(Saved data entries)
——

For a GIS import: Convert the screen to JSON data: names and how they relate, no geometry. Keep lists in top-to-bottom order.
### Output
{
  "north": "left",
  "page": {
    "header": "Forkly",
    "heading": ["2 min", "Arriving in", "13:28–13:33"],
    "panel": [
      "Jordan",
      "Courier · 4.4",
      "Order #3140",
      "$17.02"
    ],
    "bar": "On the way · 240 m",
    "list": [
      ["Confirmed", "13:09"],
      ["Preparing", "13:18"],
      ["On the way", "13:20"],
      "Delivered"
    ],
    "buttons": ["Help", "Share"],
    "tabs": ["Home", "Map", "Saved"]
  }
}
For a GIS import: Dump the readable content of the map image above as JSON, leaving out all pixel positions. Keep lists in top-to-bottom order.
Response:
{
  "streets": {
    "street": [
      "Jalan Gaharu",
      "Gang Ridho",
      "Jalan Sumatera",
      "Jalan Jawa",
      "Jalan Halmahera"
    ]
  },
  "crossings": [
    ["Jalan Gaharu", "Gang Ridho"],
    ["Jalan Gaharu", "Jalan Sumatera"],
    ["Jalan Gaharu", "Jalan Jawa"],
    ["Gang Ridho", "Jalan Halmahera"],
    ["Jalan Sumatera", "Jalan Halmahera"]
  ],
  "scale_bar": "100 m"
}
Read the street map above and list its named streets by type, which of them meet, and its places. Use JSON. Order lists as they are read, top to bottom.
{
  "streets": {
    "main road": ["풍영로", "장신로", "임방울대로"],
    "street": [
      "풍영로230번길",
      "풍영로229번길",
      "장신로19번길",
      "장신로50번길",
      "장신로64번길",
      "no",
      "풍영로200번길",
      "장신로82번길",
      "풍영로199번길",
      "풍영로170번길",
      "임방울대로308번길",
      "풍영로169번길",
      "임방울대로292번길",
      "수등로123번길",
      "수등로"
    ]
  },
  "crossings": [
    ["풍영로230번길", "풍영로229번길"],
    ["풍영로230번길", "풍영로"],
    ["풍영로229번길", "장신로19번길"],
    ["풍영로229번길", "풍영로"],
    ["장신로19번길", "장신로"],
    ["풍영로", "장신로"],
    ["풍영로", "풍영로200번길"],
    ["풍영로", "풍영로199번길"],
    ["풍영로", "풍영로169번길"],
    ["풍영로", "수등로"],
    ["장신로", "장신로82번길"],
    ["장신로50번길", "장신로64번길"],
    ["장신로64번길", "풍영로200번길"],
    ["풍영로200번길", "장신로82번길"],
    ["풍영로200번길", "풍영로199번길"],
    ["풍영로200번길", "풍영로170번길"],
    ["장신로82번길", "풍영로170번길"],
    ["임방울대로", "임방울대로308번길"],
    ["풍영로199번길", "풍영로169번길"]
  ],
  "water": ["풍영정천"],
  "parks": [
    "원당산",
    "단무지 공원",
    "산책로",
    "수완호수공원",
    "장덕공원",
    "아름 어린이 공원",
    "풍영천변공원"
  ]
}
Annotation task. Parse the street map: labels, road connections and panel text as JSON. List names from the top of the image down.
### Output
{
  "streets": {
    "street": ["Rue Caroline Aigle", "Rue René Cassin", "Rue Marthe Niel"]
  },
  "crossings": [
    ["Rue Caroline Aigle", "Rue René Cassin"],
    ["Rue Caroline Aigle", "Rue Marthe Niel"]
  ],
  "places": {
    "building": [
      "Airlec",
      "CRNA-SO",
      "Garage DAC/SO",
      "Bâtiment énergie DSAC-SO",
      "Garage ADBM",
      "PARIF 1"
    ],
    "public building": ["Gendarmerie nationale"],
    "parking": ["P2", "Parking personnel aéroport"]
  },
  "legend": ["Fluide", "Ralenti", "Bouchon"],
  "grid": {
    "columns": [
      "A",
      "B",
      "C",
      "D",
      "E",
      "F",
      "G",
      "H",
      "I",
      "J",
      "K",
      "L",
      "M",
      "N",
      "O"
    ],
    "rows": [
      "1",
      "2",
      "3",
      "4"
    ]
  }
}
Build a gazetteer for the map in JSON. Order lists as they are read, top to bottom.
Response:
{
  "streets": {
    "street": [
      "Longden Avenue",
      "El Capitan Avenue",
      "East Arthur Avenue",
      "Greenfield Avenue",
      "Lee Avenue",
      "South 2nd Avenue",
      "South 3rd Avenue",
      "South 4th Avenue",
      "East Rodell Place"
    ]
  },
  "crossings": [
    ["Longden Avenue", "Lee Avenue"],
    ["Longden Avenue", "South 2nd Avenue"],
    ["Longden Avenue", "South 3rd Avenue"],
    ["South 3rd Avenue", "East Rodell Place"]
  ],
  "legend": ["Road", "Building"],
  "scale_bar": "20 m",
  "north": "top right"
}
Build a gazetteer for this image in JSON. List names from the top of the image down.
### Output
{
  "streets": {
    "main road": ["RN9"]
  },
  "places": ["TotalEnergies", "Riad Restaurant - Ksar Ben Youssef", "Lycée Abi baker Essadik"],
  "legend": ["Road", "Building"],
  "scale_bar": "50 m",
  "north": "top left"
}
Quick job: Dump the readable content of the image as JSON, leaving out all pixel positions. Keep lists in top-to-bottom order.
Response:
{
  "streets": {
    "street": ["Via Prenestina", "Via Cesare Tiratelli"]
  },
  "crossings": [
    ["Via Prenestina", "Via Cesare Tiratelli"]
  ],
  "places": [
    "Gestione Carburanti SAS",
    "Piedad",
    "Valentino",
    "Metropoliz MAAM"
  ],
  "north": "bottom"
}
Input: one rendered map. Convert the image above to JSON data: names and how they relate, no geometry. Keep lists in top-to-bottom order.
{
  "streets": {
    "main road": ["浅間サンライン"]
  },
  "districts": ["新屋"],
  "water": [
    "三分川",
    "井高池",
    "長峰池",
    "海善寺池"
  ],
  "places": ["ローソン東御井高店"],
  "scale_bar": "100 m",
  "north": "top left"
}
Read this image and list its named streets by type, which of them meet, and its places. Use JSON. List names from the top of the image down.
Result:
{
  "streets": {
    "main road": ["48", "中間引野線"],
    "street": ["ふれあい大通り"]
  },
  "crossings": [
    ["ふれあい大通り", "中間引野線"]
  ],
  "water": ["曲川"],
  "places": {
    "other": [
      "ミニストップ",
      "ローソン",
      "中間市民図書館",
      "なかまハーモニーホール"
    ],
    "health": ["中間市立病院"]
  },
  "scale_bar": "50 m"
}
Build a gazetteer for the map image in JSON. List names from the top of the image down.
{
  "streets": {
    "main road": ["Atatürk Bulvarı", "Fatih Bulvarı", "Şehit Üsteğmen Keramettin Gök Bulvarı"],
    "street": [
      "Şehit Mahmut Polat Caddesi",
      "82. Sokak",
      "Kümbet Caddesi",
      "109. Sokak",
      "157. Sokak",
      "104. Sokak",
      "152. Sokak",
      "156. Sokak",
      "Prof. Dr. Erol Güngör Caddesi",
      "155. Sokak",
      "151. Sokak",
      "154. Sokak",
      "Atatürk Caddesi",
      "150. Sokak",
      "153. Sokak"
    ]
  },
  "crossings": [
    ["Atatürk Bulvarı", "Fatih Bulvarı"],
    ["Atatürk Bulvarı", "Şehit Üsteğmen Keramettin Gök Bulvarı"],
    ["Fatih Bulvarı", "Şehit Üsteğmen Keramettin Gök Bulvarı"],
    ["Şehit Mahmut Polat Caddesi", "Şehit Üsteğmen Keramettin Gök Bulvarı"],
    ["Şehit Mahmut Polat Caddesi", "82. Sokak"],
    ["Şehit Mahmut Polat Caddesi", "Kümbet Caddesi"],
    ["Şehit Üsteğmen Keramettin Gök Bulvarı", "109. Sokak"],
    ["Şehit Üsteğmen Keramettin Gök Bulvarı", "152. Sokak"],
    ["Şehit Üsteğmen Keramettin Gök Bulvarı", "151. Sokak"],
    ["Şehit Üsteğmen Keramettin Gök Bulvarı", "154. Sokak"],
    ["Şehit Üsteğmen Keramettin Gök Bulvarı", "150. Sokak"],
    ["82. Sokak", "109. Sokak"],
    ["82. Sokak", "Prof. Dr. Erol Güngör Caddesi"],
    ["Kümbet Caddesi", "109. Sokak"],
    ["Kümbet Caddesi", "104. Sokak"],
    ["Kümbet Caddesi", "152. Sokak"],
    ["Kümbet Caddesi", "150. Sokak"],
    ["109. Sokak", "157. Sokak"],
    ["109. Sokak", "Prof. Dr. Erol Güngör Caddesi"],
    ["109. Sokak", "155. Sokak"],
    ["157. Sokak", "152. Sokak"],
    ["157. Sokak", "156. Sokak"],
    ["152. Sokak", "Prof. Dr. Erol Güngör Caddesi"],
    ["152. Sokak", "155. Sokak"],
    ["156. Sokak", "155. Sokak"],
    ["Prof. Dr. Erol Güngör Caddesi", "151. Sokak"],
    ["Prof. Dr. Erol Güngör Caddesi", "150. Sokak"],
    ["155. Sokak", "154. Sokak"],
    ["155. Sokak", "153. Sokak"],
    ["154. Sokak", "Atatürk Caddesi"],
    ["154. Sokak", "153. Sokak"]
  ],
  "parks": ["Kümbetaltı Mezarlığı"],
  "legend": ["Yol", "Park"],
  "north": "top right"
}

——

Task objective: The line containing "For a GIS import: Dump" marks the end: copy exactly every line from the top of the data above down to it, that line included.

Solution below:
For a GIS import: Convert the screen to JSON data: names and how they relate, no geometry. Keep lists in top-to-bottom order.
### Output
{
  "north": "left",
  "page": {
    "header": "Forkly",
    "heading": ["2 min", "Arriving in", "13:28–13:33"],
    "panel": [
      "Jordan",
      "Courier · 4.4",
      "Order #3140",
      "$17.02"
    ],
    "bar": "On the way · 240 m",
    "list": [
      ["Confirmed", "13:09"],
      ["Preparing", "13:18"],
      ["On the way", "13:20"],
      "Delivered"
    ],
    "buttons": ["Help", "Share"],
    "tabs": ["Home", "Map", "Saved"]
  }
}
For a GIS import: Dump the readable content of the map image above as JSON, leaving out all pixel positions. Keep lists in top-to-bottom order.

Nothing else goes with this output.